Let us suppose that the index part_key of part_table has its 1st and 2nd key part as partitioning keys. Then the 1st element (index 0) of args would be used as the value of the 1st key part and the 2nd element as value of the 2nd key part for determining the relevant partition.

Thus the argument list must be congruent with the layout of the partitioning key. The table or partition key is not referenced otherwise, it is just used for deciding which host gets the call.

If the partition is stored in multiple places, the is_update flag decides whether all will get the call or if only one is picked.

After the host(s) that will get the call are known, the call is queued for execution. The daq_call function returns a vector of two elements. The first is the sequence number of the call. This can be used for associating results to calls. The second element is the list of hosts that got the call.

Each call on each host will produce one or more results. These results are accessed with the daq_next function.

daq_next (in daq any) returns any

This function returns a result from one of the calls queued on the daq.

The return value can be one of the following:

  • 0 - This means that all results have been returned and no more data is available.

  • vector with request number, host number and response.

The response is one of:

  • Vector with 1 as 0th element - The function returned a result set row. The row is a nested vector as next element.

  • Vector with 2 as 0th element. The next element is the return value of the function, the function executed with no error.

  • Vector with 3 as 0th element. The next element is a vector describing the SQL error that terminated the function. The error is a nested vector with the constant 3, the SQL state and the text of the message.

If the DAQ is transactional, the first error on the remote host terminates processing. This makes the distributed transaction uncommittable, thus rolling it back at the next transact.

If the DAQ is not transactional, all requests are processed and the state is committed after each function call as a local single phase commit on the processing host. if the function signals an error, the transaction is locally rolled back.

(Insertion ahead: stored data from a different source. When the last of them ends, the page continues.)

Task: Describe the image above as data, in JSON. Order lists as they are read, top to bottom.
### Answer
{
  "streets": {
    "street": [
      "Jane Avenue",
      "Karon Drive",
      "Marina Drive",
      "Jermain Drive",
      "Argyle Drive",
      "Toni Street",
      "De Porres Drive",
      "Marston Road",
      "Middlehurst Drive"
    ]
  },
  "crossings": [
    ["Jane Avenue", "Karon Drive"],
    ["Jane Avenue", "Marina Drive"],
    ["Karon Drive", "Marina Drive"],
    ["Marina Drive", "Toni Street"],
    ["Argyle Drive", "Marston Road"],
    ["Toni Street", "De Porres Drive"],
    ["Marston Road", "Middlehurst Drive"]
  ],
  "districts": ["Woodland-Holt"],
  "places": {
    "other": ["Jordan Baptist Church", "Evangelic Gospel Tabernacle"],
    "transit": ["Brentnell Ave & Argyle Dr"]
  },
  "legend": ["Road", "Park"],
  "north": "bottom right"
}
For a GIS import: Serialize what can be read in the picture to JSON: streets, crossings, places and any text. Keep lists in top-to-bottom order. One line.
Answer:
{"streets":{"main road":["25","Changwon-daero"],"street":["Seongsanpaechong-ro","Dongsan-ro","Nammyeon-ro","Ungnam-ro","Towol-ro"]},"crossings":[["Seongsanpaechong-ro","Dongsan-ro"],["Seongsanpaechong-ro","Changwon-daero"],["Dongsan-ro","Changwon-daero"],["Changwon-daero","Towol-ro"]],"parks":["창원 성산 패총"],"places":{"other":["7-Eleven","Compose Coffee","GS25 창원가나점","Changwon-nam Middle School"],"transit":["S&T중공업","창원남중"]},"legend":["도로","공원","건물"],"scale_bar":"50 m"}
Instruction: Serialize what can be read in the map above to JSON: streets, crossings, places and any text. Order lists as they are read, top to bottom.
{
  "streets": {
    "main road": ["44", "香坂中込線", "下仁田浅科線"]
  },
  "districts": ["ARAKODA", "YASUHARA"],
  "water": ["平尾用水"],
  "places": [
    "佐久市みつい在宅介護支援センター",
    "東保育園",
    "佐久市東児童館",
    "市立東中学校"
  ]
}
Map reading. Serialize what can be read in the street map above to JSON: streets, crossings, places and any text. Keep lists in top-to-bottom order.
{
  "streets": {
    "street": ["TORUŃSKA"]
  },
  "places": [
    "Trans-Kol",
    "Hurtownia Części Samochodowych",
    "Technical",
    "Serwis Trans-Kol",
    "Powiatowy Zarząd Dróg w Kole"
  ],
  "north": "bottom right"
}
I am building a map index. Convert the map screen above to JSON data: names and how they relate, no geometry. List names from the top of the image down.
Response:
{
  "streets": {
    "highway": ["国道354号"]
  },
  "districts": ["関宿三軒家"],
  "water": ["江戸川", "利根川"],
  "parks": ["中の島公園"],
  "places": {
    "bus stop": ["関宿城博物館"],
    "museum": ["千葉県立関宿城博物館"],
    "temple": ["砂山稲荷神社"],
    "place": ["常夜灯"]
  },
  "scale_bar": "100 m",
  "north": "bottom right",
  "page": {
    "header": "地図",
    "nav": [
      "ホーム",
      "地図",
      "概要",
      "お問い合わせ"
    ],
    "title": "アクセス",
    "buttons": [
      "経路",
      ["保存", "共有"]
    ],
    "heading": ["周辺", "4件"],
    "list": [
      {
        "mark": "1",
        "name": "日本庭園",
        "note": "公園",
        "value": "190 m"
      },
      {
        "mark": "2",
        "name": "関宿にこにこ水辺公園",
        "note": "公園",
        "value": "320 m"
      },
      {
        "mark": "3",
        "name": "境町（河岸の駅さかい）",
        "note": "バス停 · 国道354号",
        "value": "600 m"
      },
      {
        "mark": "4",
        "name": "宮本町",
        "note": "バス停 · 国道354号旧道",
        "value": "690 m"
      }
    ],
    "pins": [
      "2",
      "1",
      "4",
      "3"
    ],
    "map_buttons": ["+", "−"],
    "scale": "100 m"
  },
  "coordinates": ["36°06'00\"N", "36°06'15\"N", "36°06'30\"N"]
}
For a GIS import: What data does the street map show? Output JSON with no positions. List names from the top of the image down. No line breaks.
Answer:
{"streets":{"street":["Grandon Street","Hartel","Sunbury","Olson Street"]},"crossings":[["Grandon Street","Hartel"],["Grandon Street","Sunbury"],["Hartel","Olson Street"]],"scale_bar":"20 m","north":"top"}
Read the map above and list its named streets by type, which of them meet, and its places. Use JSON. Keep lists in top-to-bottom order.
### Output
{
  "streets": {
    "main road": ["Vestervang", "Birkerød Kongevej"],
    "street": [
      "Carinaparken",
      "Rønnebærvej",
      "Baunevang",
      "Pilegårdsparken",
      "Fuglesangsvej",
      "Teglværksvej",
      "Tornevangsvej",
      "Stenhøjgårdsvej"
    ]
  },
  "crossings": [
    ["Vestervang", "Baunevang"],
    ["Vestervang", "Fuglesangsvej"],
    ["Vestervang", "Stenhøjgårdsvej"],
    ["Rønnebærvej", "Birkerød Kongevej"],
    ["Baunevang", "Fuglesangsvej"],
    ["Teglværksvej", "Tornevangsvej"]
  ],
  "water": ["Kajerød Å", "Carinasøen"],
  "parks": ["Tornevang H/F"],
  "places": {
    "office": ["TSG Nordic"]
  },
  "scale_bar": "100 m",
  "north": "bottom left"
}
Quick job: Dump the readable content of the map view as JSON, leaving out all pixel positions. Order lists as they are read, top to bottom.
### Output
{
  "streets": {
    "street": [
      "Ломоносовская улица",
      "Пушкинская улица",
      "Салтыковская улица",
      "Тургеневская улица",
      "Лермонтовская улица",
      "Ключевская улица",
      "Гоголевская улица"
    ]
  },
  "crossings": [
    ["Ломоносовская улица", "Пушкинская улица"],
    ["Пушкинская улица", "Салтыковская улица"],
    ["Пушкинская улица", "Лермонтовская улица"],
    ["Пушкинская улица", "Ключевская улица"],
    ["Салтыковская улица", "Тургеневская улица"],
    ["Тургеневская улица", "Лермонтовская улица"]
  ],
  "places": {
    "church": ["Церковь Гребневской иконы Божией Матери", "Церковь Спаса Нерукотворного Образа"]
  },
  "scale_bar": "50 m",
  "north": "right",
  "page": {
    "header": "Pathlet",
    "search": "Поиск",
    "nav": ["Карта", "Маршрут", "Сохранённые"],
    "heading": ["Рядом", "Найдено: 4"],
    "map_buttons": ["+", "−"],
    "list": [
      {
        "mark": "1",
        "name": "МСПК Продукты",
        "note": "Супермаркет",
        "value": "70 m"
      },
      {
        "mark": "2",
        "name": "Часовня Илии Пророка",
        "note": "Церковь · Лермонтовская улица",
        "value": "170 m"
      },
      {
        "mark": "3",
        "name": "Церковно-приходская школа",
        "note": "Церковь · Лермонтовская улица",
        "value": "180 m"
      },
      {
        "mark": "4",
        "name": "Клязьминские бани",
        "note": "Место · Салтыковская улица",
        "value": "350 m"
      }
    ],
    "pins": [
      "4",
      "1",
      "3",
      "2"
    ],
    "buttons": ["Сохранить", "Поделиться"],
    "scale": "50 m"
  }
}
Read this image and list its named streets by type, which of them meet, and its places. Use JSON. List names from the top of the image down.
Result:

There is no guaranteed order of execution. The calls are buffered until the first call to daq_next. daq_next will return whatever data is first available. If no data from cluster peers is available, it will execute requests that were assigned to the local host. These are executed on the calling thread.

Example

create procedure daq_results (in daq any)
{
 declare row any;
 for (;;)
 {
 row := daq_next (daq);
 if (0 = row)
 return;
 dbg_obj_print (row);
 }
}

create procedure clexec_srv (in str varchar)
{
 exec (str);
}

create procedure clexec (in str varchar)
{
 declare d any;
 d := daq (0);
 daq_call (d, 'DB.DBA.SYS_COLS', 'SYS_COLS_BY_NAME', 'DB.DBA.CLEXEC_SRV', vector (str), 1);
 daq_results (d);
}

The clexec procedure will execute the given SQL string on all hosts of the cluster. It returns after all have completed.